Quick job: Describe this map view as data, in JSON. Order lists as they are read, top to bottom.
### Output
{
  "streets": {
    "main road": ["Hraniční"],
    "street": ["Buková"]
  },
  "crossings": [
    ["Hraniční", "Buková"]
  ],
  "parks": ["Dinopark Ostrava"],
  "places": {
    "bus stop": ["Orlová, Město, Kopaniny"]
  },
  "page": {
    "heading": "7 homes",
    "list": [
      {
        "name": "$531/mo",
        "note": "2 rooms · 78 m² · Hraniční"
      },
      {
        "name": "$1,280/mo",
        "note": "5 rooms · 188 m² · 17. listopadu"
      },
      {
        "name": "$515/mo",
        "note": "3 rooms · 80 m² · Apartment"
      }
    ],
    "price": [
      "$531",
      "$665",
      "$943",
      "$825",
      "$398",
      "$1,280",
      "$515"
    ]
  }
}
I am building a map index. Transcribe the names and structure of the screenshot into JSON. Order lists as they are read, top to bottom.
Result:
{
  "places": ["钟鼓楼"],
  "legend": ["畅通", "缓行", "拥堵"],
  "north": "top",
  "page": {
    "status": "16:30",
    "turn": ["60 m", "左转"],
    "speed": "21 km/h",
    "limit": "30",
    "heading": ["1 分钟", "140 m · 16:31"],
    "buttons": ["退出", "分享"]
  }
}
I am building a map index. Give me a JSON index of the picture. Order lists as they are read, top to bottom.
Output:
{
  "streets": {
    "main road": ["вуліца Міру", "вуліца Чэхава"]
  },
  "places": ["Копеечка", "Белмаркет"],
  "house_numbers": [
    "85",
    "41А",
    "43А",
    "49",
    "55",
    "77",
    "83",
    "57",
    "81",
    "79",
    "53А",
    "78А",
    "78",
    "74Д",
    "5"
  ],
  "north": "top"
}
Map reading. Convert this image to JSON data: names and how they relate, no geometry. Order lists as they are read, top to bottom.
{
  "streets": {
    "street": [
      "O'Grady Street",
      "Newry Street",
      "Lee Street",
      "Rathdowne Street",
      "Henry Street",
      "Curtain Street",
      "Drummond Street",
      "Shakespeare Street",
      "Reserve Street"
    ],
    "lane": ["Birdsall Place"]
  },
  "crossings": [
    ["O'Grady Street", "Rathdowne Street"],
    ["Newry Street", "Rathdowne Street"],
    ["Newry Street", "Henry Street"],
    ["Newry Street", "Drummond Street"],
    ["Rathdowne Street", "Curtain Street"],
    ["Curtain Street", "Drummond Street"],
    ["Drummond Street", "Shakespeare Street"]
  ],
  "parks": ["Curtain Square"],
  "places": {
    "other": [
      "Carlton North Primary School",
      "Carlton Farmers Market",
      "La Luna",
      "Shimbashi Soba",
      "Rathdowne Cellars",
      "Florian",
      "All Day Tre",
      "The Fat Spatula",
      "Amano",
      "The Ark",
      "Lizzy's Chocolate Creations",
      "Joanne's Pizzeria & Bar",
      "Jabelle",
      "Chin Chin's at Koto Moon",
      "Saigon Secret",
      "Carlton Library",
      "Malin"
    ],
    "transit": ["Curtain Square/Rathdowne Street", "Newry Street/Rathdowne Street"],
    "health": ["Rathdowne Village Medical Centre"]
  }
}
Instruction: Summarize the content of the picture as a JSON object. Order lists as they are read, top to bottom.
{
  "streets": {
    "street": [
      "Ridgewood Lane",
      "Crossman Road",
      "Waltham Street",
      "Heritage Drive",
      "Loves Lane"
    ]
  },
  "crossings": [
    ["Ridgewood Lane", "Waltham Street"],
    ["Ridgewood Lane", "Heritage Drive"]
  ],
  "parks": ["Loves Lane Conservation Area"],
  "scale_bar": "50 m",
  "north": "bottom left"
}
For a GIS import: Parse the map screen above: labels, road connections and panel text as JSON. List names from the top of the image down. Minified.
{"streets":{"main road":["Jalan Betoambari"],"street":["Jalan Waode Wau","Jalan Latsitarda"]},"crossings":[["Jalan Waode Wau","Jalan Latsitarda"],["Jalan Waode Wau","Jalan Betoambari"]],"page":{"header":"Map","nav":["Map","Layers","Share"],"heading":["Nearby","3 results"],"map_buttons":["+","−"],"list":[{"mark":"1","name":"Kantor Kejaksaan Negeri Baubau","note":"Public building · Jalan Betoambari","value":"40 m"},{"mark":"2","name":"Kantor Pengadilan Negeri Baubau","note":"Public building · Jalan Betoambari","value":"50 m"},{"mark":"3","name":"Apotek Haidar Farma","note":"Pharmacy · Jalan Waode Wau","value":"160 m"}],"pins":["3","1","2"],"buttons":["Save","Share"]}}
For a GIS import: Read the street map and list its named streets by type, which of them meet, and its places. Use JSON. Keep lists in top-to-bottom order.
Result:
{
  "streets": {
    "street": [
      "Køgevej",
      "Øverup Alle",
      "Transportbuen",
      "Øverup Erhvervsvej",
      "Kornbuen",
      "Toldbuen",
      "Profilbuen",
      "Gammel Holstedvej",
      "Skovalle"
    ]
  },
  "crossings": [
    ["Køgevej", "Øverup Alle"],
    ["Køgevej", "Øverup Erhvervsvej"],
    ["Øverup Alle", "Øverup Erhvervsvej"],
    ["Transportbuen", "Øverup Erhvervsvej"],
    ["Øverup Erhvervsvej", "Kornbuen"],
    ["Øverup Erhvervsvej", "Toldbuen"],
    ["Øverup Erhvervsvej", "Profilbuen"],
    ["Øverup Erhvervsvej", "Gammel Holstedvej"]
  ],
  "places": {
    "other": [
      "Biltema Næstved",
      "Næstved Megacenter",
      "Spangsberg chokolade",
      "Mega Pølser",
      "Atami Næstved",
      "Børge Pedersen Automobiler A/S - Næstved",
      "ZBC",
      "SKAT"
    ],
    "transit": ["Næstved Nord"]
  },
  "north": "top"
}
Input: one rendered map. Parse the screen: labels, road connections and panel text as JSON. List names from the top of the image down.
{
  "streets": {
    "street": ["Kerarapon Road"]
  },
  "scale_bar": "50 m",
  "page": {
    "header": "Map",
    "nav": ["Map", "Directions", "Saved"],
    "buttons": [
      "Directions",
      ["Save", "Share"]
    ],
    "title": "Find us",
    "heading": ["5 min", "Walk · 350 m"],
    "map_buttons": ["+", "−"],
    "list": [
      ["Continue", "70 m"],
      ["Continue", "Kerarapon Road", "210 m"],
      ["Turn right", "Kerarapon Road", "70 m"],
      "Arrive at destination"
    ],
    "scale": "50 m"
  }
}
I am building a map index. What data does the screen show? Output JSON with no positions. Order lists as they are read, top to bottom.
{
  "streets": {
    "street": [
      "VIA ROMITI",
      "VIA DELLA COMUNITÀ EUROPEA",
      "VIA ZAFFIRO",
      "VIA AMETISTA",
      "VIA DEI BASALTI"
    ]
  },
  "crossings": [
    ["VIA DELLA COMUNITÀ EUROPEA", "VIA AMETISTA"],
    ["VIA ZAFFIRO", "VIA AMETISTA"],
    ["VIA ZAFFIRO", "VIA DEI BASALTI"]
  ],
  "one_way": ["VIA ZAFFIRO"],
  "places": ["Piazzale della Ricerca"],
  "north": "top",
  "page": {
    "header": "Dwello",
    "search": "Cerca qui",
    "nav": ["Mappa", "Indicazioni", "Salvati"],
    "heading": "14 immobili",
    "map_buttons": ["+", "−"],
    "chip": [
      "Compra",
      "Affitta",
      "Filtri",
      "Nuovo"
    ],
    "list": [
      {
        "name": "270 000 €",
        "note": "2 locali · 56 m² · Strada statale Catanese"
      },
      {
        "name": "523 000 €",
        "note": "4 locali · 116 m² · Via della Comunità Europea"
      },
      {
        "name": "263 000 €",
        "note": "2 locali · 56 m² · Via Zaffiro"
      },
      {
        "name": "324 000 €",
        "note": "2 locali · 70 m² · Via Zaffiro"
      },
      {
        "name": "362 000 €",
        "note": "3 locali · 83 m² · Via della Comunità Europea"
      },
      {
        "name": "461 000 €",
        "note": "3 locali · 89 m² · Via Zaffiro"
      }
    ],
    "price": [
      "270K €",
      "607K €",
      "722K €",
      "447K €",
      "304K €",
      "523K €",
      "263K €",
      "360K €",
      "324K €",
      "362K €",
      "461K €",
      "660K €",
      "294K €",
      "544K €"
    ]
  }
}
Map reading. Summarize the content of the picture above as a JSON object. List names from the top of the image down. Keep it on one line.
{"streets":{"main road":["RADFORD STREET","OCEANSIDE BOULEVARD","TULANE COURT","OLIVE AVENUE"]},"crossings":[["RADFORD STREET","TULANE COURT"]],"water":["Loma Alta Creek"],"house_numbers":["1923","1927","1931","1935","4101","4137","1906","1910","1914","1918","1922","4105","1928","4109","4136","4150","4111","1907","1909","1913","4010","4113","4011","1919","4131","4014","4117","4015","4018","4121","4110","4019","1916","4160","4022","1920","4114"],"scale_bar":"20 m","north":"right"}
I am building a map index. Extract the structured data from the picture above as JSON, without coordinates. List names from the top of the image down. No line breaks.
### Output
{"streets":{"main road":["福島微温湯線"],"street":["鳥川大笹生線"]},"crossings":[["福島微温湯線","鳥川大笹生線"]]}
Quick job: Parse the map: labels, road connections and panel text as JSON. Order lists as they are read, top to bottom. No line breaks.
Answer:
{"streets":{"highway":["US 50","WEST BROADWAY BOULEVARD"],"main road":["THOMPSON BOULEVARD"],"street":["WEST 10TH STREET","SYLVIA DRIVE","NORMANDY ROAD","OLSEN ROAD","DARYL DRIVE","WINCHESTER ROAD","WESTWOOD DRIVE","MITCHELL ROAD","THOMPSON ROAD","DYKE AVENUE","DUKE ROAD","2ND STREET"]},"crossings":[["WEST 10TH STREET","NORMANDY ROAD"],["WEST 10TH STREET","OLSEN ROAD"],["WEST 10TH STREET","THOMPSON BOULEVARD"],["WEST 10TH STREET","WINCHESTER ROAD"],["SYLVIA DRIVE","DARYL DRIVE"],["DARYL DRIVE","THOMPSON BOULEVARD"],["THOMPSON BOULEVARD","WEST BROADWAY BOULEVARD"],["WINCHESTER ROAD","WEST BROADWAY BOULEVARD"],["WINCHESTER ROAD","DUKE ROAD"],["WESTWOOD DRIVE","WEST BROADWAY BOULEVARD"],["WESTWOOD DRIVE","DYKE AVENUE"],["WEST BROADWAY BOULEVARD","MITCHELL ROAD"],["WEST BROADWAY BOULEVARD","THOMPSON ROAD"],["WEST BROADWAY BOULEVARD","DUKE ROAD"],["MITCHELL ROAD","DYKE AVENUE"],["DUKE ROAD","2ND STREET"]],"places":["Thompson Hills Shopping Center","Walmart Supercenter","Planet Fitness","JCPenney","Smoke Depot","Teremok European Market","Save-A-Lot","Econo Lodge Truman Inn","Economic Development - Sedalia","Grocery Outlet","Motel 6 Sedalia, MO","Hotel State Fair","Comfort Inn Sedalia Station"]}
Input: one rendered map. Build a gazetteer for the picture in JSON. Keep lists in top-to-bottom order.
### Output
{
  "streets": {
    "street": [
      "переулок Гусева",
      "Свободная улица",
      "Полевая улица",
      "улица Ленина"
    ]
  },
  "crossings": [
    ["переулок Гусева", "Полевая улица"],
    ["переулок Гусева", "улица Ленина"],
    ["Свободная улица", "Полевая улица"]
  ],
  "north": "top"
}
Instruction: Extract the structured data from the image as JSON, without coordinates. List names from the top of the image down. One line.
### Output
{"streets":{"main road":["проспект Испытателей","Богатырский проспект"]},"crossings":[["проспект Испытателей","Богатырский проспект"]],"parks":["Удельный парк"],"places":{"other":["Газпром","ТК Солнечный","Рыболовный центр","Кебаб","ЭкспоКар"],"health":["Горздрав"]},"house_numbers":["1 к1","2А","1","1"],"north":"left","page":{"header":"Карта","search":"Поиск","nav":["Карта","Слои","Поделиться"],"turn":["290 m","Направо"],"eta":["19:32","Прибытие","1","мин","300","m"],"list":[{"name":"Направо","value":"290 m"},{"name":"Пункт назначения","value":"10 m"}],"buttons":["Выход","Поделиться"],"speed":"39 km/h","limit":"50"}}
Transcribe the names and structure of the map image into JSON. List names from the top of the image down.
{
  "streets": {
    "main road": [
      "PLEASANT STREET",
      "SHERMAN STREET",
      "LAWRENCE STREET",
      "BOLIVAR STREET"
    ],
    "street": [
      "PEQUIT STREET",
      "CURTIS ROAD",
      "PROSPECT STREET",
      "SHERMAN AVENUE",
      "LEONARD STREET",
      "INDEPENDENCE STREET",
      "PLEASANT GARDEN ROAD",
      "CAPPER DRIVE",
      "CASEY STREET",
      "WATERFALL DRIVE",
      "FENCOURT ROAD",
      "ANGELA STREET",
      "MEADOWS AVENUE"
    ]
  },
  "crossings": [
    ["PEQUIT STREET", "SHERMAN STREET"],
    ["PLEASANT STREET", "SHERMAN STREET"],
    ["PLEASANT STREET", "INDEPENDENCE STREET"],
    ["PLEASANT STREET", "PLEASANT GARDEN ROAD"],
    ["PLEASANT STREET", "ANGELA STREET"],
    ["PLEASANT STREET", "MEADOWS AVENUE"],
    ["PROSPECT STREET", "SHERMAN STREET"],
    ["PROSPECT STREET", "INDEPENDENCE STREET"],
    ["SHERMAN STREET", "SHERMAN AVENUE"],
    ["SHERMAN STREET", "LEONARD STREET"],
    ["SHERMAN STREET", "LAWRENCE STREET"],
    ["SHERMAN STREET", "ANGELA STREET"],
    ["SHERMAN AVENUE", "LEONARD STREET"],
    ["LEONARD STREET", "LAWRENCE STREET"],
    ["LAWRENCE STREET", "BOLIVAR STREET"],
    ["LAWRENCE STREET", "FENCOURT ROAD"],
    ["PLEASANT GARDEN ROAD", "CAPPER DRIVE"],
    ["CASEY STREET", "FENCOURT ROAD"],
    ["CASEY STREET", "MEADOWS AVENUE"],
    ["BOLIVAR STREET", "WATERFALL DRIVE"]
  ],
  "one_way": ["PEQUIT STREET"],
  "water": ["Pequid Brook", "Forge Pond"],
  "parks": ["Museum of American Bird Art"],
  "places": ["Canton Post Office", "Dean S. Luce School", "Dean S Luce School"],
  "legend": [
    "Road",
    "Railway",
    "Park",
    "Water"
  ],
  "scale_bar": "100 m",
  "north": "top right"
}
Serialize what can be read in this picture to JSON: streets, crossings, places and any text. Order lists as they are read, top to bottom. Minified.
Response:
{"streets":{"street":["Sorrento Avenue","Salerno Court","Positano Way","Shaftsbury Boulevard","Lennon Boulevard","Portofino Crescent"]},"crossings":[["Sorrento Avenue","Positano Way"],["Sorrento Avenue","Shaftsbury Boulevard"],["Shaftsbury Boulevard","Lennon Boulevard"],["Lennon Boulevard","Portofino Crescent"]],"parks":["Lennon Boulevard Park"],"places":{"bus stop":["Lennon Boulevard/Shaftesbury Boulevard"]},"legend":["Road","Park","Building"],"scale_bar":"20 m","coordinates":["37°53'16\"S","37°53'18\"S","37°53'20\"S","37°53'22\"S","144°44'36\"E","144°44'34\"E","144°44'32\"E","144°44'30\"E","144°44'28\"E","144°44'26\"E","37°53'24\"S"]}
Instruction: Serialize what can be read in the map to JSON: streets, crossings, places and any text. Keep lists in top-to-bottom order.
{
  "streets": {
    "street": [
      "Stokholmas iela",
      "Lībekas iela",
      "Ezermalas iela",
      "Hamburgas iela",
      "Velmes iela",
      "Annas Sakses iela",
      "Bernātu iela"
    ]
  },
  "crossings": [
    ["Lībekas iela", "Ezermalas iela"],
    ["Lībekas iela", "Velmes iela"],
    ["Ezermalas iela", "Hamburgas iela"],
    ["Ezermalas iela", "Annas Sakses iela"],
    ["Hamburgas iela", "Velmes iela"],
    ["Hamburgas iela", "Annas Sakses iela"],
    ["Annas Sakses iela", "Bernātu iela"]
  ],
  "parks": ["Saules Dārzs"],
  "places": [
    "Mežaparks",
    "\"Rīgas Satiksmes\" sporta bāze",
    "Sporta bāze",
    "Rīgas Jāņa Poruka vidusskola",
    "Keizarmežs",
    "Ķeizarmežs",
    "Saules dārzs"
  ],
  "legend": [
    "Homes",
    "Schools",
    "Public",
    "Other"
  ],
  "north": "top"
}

·····

> **Problem statement**
Could you repeat exactly the lines above from the line with "Map reading. Summarize" up to and including the line with "I am building a map index. Extract", and only those?

> **Written response**
Map reading. Summarize the content of the picture above as a JSON object. List names from the top of the image down. Keep it on one line.
{"streets":{"main road":["RADFORD STREET","OCEANSIDE BOULEVARD","TULANE COURT","OLIVE AVENUE"]},"crossings":[["RADFORD STREET","TULANE COURT"]],"water":["Loma Alta Creek"],"house_numbers":["1923","1927","1931","1935","4101","4137","1906","1910","1914","1918","1922","4105","1928","4109","4136","4150","4111","1907","1909","1913","4010","4113","4011","1919","4131","4014","4117","4015","4018","4121","4110","4019","1916","4160","4022","1920","4114"],"scale_bar":"20 m","north":"right"}
I am building a map index. Extract the structured data from the picture above as JSON, without coordinates. List names from the top of the image down. No line breaks.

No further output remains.